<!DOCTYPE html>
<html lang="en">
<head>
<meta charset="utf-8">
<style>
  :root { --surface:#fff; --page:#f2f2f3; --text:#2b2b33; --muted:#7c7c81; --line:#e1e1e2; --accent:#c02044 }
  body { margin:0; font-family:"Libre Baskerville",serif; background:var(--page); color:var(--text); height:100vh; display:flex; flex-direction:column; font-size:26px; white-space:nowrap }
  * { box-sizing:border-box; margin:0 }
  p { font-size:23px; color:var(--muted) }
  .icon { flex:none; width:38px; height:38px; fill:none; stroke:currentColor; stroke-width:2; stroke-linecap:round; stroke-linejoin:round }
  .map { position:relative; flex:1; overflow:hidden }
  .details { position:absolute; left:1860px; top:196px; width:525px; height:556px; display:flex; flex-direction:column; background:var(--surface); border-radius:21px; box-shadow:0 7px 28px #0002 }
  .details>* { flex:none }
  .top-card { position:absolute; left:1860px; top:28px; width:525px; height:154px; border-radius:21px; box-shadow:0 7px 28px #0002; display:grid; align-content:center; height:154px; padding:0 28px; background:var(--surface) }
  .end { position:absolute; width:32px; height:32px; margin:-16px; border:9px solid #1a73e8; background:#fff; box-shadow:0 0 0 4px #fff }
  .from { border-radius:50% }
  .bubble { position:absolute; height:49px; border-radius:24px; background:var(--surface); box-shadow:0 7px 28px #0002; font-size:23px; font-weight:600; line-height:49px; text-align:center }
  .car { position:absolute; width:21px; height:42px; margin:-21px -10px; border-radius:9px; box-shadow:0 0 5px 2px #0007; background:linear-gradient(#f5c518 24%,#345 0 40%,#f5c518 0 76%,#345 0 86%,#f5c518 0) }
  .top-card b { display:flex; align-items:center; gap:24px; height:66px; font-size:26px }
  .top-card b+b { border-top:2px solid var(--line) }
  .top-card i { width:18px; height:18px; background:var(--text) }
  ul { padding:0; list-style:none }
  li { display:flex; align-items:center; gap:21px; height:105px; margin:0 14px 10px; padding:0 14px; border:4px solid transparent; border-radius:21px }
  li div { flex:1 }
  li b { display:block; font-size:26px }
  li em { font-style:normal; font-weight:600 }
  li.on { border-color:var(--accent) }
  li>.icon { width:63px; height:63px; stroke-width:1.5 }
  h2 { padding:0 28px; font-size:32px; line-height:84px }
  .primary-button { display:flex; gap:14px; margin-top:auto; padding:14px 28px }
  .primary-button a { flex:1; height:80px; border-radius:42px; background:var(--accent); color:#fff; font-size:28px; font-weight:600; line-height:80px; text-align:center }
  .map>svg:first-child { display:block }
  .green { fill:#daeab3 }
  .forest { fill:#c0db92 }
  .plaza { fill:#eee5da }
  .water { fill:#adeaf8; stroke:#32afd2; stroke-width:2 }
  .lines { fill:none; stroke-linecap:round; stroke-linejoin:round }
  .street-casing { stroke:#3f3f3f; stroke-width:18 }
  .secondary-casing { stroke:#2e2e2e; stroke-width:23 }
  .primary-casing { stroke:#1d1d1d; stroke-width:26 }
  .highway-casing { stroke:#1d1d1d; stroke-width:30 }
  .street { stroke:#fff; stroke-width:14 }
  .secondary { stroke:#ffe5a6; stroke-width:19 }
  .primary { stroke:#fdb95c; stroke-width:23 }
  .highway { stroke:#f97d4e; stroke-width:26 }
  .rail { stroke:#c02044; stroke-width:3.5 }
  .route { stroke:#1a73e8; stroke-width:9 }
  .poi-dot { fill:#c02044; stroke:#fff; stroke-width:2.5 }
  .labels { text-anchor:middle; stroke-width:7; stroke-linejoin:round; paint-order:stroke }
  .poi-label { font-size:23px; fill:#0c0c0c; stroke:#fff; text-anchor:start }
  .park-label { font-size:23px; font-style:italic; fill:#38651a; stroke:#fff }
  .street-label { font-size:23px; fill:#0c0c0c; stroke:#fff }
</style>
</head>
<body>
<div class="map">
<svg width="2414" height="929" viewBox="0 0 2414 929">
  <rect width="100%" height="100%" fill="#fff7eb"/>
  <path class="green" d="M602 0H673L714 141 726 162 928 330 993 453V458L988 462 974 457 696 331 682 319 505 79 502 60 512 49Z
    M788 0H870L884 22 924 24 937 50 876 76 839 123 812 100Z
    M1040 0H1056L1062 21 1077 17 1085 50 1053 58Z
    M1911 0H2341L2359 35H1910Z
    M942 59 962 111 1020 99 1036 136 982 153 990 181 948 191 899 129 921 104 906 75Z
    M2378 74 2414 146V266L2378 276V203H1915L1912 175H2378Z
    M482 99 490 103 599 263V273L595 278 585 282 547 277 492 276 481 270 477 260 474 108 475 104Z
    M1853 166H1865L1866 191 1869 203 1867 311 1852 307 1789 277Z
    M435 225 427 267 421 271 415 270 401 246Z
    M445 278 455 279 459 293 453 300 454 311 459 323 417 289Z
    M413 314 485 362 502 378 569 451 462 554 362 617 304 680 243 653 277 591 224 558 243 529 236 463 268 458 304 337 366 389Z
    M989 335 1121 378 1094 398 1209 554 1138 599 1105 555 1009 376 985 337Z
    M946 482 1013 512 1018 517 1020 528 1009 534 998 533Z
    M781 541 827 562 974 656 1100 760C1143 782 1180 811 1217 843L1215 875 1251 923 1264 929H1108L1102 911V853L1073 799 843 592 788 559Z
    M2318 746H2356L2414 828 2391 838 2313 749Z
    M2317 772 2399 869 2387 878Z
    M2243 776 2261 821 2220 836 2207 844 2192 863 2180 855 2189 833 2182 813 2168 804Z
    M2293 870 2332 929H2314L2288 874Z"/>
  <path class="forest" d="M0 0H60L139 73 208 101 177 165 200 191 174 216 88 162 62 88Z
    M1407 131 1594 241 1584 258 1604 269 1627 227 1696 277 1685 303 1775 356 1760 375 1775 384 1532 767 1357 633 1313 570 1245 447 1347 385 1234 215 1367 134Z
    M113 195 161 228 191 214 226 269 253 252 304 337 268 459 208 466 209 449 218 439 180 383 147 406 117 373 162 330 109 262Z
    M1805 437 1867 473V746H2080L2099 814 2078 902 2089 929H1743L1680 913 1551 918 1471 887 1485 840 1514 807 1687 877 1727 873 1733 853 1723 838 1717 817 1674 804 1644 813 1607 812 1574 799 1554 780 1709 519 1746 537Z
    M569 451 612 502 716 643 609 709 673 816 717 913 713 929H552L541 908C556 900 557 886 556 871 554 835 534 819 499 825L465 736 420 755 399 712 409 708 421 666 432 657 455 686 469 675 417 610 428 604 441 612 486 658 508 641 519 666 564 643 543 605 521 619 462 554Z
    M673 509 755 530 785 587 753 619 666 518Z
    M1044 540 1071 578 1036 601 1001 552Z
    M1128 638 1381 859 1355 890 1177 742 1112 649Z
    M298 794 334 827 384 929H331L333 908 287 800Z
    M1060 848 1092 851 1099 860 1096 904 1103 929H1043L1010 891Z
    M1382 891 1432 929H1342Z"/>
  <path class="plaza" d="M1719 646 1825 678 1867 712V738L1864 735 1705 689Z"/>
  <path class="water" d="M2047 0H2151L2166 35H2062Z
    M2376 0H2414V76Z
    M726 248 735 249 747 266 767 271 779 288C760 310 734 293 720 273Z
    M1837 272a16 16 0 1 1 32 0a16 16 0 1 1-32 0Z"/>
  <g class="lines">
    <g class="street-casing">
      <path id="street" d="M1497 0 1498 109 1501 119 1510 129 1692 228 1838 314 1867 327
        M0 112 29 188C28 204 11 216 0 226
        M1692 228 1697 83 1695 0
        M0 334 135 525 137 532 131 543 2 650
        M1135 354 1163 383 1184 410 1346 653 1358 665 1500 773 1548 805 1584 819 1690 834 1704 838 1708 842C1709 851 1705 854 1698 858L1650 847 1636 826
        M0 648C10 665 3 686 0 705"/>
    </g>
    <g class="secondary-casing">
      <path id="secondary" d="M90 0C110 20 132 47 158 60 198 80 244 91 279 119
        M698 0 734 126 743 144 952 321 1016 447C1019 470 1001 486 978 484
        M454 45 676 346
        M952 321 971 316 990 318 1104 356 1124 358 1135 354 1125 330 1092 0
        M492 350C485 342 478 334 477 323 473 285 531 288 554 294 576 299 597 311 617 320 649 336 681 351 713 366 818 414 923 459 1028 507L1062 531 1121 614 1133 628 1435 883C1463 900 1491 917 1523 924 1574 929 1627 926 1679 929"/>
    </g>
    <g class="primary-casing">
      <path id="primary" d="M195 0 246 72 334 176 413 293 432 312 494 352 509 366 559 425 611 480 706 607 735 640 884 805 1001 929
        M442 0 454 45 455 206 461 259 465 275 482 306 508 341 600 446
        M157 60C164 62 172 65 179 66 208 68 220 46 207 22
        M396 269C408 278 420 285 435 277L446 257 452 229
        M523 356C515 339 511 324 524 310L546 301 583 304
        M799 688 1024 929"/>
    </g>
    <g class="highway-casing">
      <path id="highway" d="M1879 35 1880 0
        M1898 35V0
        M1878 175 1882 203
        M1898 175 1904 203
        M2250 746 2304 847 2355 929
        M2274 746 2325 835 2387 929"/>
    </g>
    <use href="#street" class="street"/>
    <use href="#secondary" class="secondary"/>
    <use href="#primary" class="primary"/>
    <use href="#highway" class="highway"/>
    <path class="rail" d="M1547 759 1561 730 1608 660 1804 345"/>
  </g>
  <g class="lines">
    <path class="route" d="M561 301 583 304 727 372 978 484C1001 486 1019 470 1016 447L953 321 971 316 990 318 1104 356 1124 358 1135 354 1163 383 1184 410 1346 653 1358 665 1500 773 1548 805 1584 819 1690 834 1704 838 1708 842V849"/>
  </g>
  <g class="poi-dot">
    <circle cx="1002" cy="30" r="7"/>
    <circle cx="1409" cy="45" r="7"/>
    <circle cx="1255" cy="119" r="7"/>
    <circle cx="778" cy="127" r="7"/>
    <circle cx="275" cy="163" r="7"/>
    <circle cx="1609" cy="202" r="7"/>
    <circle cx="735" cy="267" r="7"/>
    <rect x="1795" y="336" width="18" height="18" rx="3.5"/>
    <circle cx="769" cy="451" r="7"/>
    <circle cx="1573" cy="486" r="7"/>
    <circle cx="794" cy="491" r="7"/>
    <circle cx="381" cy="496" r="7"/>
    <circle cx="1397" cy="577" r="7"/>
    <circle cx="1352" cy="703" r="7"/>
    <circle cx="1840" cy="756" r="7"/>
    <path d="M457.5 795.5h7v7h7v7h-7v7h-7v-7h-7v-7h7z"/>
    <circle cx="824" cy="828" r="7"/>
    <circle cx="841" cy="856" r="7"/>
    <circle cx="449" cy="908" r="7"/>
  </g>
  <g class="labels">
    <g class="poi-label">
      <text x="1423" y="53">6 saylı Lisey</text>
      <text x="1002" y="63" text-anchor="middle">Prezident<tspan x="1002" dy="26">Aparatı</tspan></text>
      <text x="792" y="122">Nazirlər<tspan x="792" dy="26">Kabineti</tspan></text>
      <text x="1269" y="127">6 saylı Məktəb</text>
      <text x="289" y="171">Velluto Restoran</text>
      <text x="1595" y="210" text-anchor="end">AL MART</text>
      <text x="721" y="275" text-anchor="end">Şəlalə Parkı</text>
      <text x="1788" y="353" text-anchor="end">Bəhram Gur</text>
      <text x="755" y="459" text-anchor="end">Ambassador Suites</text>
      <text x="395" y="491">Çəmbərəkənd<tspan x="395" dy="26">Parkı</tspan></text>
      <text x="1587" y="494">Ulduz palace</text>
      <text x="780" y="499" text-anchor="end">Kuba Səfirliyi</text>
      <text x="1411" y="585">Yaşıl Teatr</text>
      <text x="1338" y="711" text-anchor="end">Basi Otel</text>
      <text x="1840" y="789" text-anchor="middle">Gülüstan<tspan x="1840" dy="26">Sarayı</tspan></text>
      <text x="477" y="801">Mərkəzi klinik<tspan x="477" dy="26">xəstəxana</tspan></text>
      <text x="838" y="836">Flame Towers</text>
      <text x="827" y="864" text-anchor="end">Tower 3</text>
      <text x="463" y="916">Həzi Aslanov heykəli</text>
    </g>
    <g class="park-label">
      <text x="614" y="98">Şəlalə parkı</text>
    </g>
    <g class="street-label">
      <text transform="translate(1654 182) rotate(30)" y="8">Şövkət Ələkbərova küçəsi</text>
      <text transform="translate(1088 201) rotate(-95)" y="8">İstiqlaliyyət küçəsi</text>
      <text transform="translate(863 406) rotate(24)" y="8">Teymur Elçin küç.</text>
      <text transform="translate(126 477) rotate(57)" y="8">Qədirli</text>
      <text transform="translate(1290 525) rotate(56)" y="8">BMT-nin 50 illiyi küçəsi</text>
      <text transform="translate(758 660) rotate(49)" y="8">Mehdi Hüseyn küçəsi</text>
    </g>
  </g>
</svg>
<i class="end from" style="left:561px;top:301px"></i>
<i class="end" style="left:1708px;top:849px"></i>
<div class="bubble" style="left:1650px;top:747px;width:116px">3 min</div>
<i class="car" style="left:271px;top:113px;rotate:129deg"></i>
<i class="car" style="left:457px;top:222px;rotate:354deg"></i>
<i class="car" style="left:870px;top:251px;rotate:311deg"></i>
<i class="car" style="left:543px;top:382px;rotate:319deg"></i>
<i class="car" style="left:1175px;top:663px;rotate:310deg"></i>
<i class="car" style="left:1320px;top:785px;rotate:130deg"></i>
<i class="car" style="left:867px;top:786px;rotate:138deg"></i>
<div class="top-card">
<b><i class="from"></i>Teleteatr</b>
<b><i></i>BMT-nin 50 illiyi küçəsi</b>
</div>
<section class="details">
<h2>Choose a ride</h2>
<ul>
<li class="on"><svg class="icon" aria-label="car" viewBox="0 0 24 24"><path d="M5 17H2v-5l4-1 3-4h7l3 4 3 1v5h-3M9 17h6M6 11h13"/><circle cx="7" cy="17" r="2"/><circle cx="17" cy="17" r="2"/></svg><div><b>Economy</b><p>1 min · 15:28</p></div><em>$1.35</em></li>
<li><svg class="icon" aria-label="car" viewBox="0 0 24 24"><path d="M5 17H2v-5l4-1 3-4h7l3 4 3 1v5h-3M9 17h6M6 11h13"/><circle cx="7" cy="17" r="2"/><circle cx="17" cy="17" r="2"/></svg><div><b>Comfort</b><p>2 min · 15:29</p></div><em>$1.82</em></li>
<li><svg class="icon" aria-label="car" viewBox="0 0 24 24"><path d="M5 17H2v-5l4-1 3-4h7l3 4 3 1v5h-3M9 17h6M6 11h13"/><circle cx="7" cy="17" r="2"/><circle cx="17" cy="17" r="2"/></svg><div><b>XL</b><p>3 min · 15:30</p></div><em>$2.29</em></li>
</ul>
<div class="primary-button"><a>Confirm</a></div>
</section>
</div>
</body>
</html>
..........
Reproduce exactly the lines of the records above from the one with "M946 482 1013" to the one with "M1135 354 1163", both included, and leave out everything else.

Task response
    M946 482 1013 512 1018 517 1020 528 1009 534 998 533Z
    M781 541 827 562 974 656 1100 760C1143 782 1180 811 1217 843L1215 875 1251 923 1264 929H1108L1102 911V853L1073 799 843 592 788 559Z
    M2318 746H2356L2414 828 2391 838 2313 749Z
    M2317 772 2399 869 2387 878Z
    M2243 776 2261 821 2220 836 2207 844 2192 863 2180 855 2189 833 2182 813 2168 804Z
    M2293 870 2332 929H2314L2288 874Z"/>
  <path class="forest" d="M0 0H60L139 73 208 101 177 165 200 191 174 216 88 162 62 88Z
    M1407 131 1594 241 1584 258 1604 269 1627 227 1696 277 1685 303 1775 356 1760 375 1775 384 1532 767 1357 633 1313 570 1245 447 1347 385 1234 215 1367 134Z
    M113 195 161 228 191 214 226 269 253 252 304 337 268 459 208 466 209 449 218 439 180 383 147 406 117 373 162 330 109 262Z
    M1805 437 1867 473V746H2080L2099 814 2078 902 2089 929H1743L1680 913 1551 918 1471 887 1485 840 1514 807 1687 877 1727 873 1733 853 1723 838 1717 817 1674 804 1644 813 1607 812 1574 799 1554 780 1709 519 1746 537Z
    M569 451 612 502 716 643 609 709 673 816 717 913 713 929H552L541 908C556 900 557 886 556 871 554 835 534 819 499 825L465 736 420 755 399 712 409 708 421 666 432 657 455 686 469 675 417 610 428 604 441 612 486 658 508 641 519 666 564 643 543 605 521 619 462 554Z
    M673 509 755 530 785 587 753 619 666 518Z
    M1044 540 1071 578 1036 601 1001 552Z
    M1128 638 1381 859 1355 890 1177 742 1112 649Z
    M298 794 334 827 384 929H331L333 908 287 800Z
    M1060 848 1092 851 1099 860 1096 904 1103 929H1043L1010 891Z
    M1382 891 1432 929H1342Z"/>
  <path class="plaza" d="M1719 646 1825 678 1867 712V738L1864 735 1705 689Z"/>
  <path class="water" d="M2047 0H2151L2166 35H2062Z
    M2376 0H2414V76Z
    M726 248 735 249 747 266 767 271 779 288C760 310 734 293 720 273Z
    M1837 272a16 16 0 1 1 32 0a16 16 0 1 1-32 0Z"/>
  <g class="lines">
    <g class="street-casing">
      <path id="street" d="M1497 0 1498 109 1501 119 1510 129 1692 228 1838 314 1867 327
        M0 112 29 188C28 204 11 216 0 226
        M1692 228 1697 83 1695 0
        M0 334 135 525 137 532 131 543 2 650
        M1135 354 1163 383 1184 410 1346 653 1358 665 1500 773 1548 805 1584 819 1690 834 1704 838 1708 842C1709 851 1705 854 1698 858L1650 847 1636 826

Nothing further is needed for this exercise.